A large part of your response seems like you think you're arguing with me, but you're basically saying the same thing I am: This only works because it's a small company, and though you might not need a single person as the CEO in a larger company, you'll at least need a formal leadership with a formal decision-making process.

In other words, it's not about it being in Sweden, it's about the fact that it's a 40-person company. If they get much bigger, they'll need to do *something* to put some person or group of people "in charge".

However, I will comment on this:

With the EOE and labor laws in the US, do you think you can discriminate against the people who aren't right?

I don't see why not, as long as your definition of "people who aren't right" isn't about race, gender, or sexual orientation. That is, if your objection is something like, "This won't work once you have black employees!" then you should fuck right off. But labor laws don't really prevent other forms of discrimination, based on things like incompetence, lack of qualifications, or bad behavior.

Comment Re:Won't work everywhere, or really anywhere else (Score 4, Insightful) 181

I don't think you're quite right about that. Working in the US, I've worked for a few small businesses (less than 100 employees) where there was an official CEO or single "boss", but there didn't need to be. Major decisions were really made as a collaborative effort among the senior staff, and smaller decisions were delegated to individual senior staff members. Now, there did need to be some method of settling disagreements. Depending on the nature of the disagreements in these companies, it may be that the disagreement was settled by "the boss" (owner/CEO), but those instances were rare in the companies I'm thinking of. Usually the head IT guy made IT decisions, the head finance guy made finance decisions. The head of sales made sales decisions, and so on. The CEO was often, in reality, just one of those heads, except in the rare situations where he wanted to pull rank.

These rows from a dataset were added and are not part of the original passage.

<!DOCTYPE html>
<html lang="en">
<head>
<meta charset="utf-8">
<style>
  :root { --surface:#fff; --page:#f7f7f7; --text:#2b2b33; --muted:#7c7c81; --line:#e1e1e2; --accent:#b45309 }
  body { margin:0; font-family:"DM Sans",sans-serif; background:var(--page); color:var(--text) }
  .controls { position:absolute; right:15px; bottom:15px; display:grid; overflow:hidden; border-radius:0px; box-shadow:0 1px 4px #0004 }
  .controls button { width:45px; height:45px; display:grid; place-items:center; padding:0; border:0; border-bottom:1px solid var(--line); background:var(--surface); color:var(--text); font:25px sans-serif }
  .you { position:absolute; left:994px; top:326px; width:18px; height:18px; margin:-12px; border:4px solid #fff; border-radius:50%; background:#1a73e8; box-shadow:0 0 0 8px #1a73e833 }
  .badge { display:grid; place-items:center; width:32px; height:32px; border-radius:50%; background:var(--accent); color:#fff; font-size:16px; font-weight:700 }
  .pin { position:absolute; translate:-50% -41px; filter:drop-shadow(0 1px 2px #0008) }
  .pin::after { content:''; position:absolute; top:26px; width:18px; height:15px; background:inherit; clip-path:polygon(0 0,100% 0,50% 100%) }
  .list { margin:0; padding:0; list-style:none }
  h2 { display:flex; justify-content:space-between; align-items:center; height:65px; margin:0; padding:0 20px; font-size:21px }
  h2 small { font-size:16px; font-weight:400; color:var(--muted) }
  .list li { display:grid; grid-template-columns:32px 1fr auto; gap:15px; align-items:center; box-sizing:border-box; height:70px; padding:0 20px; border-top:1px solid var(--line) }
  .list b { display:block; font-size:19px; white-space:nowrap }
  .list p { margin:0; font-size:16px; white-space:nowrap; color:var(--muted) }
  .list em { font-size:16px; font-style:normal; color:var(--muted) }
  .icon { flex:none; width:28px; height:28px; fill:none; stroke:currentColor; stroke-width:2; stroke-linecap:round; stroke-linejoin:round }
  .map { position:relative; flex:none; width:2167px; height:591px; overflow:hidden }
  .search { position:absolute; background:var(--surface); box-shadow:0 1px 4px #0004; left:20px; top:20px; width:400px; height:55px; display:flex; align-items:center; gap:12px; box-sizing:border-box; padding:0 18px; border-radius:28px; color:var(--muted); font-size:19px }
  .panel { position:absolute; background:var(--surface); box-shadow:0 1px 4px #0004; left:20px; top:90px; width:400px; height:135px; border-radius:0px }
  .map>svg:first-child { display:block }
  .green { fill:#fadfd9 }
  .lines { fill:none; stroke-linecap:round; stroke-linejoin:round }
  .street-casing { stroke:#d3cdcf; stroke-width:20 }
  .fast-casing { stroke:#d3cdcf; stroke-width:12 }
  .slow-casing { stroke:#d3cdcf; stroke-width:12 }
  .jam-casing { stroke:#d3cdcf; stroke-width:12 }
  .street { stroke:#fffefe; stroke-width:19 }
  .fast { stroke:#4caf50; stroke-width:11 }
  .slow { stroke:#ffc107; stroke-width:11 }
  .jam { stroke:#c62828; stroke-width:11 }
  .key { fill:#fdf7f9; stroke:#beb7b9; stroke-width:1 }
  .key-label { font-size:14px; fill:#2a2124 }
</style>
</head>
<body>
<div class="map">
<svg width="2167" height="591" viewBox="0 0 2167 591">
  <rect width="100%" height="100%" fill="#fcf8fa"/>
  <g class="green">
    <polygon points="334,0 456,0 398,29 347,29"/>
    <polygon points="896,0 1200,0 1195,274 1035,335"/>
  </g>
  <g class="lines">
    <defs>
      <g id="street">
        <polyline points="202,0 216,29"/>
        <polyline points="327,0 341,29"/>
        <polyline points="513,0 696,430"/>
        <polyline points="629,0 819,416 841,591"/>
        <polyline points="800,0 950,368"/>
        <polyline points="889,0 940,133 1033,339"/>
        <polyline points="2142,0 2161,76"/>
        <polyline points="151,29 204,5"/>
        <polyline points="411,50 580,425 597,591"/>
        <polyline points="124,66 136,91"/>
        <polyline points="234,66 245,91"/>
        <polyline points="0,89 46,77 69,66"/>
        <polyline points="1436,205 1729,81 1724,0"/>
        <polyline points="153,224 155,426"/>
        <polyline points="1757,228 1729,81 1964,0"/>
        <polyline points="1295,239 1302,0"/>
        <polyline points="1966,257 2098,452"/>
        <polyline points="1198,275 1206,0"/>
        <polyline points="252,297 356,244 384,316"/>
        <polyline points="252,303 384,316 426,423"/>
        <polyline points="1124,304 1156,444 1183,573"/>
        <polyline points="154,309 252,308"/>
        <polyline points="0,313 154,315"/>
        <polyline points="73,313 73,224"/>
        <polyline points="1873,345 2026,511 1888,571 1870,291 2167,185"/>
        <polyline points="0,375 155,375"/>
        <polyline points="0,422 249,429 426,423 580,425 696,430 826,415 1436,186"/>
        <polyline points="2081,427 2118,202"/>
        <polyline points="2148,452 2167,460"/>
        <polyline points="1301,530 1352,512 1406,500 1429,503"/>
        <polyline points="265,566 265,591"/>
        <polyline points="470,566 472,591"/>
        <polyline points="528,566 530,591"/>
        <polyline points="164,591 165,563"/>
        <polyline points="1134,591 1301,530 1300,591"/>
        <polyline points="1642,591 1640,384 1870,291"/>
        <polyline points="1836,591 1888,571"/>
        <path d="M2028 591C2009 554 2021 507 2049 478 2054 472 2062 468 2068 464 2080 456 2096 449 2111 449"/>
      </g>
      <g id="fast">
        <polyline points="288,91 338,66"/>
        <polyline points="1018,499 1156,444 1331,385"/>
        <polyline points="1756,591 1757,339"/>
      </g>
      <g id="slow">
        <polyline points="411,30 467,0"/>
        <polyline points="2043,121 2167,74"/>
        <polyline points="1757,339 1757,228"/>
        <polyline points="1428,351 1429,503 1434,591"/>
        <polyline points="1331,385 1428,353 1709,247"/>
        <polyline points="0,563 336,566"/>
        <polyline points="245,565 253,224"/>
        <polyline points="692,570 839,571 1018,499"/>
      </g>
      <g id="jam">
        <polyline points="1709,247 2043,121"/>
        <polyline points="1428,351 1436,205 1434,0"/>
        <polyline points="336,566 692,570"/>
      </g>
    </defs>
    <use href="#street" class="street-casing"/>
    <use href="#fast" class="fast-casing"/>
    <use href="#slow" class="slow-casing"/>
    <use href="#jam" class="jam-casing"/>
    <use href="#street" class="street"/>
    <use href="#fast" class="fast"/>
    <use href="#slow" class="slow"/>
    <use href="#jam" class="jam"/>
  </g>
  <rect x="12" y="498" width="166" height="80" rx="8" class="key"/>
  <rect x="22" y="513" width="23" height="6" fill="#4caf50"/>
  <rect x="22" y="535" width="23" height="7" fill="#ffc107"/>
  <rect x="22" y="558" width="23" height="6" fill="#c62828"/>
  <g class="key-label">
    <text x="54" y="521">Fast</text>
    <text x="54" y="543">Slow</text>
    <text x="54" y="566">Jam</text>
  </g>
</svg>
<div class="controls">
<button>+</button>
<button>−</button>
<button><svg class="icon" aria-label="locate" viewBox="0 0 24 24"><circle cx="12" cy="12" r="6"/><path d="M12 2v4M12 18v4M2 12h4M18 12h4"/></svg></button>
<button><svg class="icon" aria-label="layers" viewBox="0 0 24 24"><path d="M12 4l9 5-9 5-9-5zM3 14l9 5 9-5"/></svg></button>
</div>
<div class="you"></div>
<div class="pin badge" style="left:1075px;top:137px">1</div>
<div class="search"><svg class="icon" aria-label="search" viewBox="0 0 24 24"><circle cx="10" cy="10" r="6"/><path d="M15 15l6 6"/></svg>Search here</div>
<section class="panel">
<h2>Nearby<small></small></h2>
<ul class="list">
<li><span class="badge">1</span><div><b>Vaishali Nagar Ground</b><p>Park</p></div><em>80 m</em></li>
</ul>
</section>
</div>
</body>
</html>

So I think that this could work in the US, at least in companies that are run well and have a good senior staff. I think the key thing here isn't the geographic location or even the culture, but the size of the company. The staff consists of 40 people, well below Dunbar's number, which enables a more organic, communal, and collaborative decision-making process. If they continued to grow, they would eventually need to to adjust and formalize their decision-making. However, I don't really see a reason why a company, even a large one, *needs* a single CEO. It seems like you could still have a board of senior staff who votes on issues, the big downside being that it may be time-consuming to have to convene a formal meeting when decisions need to be made, rather than delegating to a single person.